*please allow me to introduce myself
i’m a man of wealth and taste
i’ve been around for a long, long year
stole many a man’s soul and faith
and i was round when jesus christ
had his moment of doubt and pain
made damn sure that pilate
washed his hands and sealed his fate
pleased to meet you
hope you guess my name…
as he shuts the door and accelerates down the dirt road, the captain reminds us what hunter thompson said: “when the going gets weird, the weird turn pro.” what the hell am i doing, i think. cocks, le coq, chickens, fearless fowl…they are anti-social. so ready to fight they scream at the break of dawn challenging the very sun. but i have no beef with chickens, they’re as fine as any bird. cockfight chronicles, my story on how our human experience is connected to unspeakable natures, like bloodlust, is in the mix of our features this month. it takes you down the back alleys through some pretty seedy places and ultimately puts you amidst some very well-heeled gentlemen who happen to enjoy screaming at birds. i’m oversimplifying, but maybe not that much. the truth is, if thrown in the pit, any one of those men would probably go at each other just as ferociously as the birds. and given the chance, i bet the cocks wouldn’t mind dropping a few bets. it’s strange, this thing we humans need to exercise. some do it in the form of road rage, others take it to a far more awful place. each of us navigates through the wickedness, making our own special judgments and exceptions, reconciling things to our ideals that someone else would find unconscionable. you can read about the thing that led me to the cockfights in the article that starts on page 106 (or the full sordid back story at lipulse.com). you’d be right to expect that attending a cockfight is a mind-bending experience. thousands of words later and i’m not sure i can articulate it any better than i did a few weeks ago: you can learn everything you need to know about humans by watching animals. you may not want to hear this, but somehow there was no wickedness in the thing. it wasn’t like anyone was rooting for one cock to die. instead, they were just rooting for their cock to win (or at least get through the fight alive). i’ve seen far more wretchedness from mothers at peewee boxing screaming to their nine-year-old boy, “get him! knock him down! you’re a killer! take him down!”

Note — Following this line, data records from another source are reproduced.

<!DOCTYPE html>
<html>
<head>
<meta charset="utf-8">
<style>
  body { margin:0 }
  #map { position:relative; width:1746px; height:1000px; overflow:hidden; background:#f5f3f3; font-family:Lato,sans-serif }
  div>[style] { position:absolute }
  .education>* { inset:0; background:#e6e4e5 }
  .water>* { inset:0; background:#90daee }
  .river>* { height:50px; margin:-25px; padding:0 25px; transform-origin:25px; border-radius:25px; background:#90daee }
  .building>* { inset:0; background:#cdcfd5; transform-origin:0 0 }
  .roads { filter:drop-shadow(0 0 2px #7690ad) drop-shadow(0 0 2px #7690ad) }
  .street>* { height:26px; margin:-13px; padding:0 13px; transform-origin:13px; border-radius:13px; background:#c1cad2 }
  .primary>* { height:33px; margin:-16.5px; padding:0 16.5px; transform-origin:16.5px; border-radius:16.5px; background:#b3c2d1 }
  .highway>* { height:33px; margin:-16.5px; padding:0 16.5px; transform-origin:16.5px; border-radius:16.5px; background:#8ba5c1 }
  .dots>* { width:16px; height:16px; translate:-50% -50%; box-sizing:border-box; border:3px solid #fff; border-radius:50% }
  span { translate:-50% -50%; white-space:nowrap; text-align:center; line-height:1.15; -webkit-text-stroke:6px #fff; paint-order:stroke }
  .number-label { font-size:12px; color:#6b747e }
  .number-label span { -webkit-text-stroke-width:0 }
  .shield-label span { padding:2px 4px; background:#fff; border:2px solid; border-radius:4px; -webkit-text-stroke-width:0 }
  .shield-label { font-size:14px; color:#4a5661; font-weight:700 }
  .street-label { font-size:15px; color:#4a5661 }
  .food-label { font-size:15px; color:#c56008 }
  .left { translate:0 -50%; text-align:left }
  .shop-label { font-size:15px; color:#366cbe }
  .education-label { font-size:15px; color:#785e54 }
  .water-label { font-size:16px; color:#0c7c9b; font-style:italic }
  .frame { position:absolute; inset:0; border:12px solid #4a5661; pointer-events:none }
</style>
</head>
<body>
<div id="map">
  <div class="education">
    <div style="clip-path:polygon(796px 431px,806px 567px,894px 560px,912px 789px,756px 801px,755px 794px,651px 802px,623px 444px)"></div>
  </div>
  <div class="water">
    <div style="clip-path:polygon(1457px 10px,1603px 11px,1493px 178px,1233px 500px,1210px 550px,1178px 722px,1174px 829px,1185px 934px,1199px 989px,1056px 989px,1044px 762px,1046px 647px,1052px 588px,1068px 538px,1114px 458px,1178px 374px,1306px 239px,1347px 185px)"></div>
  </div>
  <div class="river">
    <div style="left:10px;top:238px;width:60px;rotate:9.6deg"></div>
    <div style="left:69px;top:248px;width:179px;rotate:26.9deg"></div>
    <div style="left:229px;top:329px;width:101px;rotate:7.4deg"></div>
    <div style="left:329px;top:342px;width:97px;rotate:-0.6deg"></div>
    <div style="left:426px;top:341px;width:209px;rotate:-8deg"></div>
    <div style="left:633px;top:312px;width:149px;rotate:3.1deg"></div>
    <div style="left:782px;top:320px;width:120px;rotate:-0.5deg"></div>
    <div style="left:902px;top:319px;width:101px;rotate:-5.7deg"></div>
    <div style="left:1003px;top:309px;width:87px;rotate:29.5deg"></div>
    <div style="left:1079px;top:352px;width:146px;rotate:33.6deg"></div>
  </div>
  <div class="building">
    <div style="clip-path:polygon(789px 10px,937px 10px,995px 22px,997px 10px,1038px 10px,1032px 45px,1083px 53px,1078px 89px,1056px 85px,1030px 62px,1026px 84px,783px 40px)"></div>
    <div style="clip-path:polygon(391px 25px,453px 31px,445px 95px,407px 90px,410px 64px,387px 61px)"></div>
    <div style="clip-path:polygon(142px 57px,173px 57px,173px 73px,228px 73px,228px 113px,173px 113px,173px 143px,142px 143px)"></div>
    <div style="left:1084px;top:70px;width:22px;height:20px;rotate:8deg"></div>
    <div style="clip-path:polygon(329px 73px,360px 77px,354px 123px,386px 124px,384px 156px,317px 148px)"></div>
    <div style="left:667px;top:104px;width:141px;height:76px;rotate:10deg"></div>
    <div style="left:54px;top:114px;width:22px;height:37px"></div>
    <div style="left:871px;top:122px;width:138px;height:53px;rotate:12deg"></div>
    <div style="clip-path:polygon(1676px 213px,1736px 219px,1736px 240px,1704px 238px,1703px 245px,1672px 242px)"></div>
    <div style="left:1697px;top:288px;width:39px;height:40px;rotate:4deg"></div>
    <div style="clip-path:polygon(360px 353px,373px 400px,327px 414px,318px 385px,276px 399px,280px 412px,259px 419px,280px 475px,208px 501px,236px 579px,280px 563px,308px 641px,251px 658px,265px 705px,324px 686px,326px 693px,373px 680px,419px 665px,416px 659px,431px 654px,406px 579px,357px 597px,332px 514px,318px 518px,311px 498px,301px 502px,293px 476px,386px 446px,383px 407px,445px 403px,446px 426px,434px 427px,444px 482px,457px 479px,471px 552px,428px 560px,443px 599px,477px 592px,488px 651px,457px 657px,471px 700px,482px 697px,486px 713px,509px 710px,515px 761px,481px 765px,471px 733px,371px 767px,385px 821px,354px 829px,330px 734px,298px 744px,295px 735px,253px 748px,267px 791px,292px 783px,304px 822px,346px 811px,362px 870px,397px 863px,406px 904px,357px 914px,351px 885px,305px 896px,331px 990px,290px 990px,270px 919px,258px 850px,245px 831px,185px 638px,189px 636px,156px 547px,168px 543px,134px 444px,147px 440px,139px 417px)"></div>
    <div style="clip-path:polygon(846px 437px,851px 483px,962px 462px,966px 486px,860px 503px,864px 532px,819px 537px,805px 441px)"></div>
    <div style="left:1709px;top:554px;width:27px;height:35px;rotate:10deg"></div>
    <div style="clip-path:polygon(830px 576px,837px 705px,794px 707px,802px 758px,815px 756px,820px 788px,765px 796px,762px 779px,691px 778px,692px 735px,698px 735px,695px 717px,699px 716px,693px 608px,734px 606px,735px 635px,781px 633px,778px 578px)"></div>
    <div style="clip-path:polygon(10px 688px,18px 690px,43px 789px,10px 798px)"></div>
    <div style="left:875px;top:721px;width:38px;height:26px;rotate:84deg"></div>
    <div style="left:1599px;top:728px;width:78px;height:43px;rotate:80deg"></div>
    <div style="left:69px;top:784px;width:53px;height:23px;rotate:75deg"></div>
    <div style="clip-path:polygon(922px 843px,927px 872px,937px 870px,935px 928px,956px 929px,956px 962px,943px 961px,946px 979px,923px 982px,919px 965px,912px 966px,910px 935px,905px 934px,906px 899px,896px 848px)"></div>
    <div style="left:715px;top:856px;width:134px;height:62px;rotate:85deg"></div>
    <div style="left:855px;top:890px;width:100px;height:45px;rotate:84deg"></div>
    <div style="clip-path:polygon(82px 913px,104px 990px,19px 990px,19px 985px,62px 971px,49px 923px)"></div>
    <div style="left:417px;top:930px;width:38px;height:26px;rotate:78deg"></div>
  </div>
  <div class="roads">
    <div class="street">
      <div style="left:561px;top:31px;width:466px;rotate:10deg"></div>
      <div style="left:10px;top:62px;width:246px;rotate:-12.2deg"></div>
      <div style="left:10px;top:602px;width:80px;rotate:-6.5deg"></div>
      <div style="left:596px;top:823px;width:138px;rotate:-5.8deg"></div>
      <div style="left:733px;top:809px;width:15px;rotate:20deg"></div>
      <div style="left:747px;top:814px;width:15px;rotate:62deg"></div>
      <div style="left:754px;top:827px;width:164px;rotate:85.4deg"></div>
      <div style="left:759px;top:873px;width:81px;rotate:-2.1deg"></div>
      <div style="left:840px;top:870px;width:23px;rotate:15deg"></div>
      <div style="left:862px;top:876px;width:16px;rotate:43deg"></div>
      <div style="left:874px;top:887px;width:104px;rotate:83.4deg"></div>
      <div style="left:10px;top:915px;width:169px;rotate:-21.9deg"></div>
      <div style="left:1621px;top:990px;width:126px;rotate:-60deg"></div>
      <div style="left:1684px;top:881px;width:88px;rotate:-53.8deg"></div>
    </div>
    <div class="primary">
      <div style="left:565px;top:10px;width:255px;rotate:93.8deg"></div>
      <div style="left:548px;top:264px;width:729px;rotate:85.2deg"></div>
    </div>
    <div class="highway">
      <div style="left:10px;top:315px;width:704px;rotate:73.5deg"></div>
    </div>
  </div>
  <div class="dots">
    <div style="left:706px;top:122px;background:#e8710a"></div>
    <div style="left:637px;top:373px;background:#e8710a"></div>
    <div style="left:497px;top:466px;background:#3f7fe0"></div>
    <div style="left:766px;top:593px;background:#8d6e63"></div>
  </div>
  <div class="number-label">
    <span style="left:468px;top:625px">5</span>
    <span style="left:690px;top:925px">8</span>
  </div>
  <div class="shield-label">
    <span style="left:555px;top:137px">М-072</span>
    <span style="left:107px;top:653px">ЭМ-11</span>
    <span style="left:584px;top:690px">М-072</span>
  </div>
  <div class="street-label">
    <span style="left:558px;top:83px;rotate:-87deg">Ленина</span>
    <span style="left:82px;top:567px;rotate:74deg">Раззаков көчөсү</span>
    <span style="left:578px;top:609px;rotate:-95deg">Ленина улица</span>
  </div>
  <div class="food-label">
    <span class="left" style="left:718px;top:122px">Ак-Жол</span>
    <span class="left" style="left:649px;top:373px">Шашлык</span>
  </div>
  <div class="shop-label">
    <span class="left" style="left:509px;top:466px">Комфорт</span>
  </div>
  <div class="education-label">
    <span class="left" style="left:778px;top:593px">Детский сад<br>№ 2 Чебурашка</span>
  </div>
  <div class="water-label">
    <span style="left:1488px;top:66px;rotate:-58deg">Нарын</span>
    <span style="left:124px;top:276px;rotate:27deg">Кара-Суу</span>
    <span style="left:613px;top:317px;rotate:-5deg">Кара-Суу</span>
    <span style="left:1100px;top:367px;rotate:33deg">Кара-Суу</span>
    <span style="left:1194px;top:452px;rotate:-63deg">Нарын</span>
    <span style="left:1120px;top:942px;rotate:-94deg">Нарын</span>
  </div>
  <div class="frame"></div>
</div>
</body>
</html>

fortunately, this issue is also packed with far less complicated things you could do to make yourself feel good. george thorogood, famous for his blues (bad to the bone and one bourbon, one scotch, one beer) talks about this in his interview with our niko krommydas. thorogood claims he’s too happy to sing the blues these days—at least he’s given us enough music to sing it for him. whiskey sheets, our recommendations, recipes and expanded tasting notes on the glorious amber potions, covers the new libation phenomenon that’s been appreciating a renaissance. this magazine put you at the vanguard of craft beer six years ago, well before anyone else started talking about it. your invitation to join us on the whiskey wave is on page 83.
nelson demille, man of mystery, graces our cover this month, as much for his own iconic brand of firestarting as for the literature that continues to flourish under his pen. demille came out with the panther in a big way toward the end of last year and he’s on his way to another book, but he caught up with veteran journalist aileen jacobson to discuss what happens in between. jacobson has a doubleheader this month, her interview with demille covers the man’s style—in both writing and life. on the flip side, she unearths some of the island’s prohibition tales and our history with bootlegging in her usual picture past column.
we saved a few pages for the beautiful things too: the fashion, retail therapy, stuff men want and dining and design. after you’ve tuckered yourself out from gambling, smoking, drinking and barrooms and you need to hit the reset button, these lifestyles pages you look for every month should quell your appetite.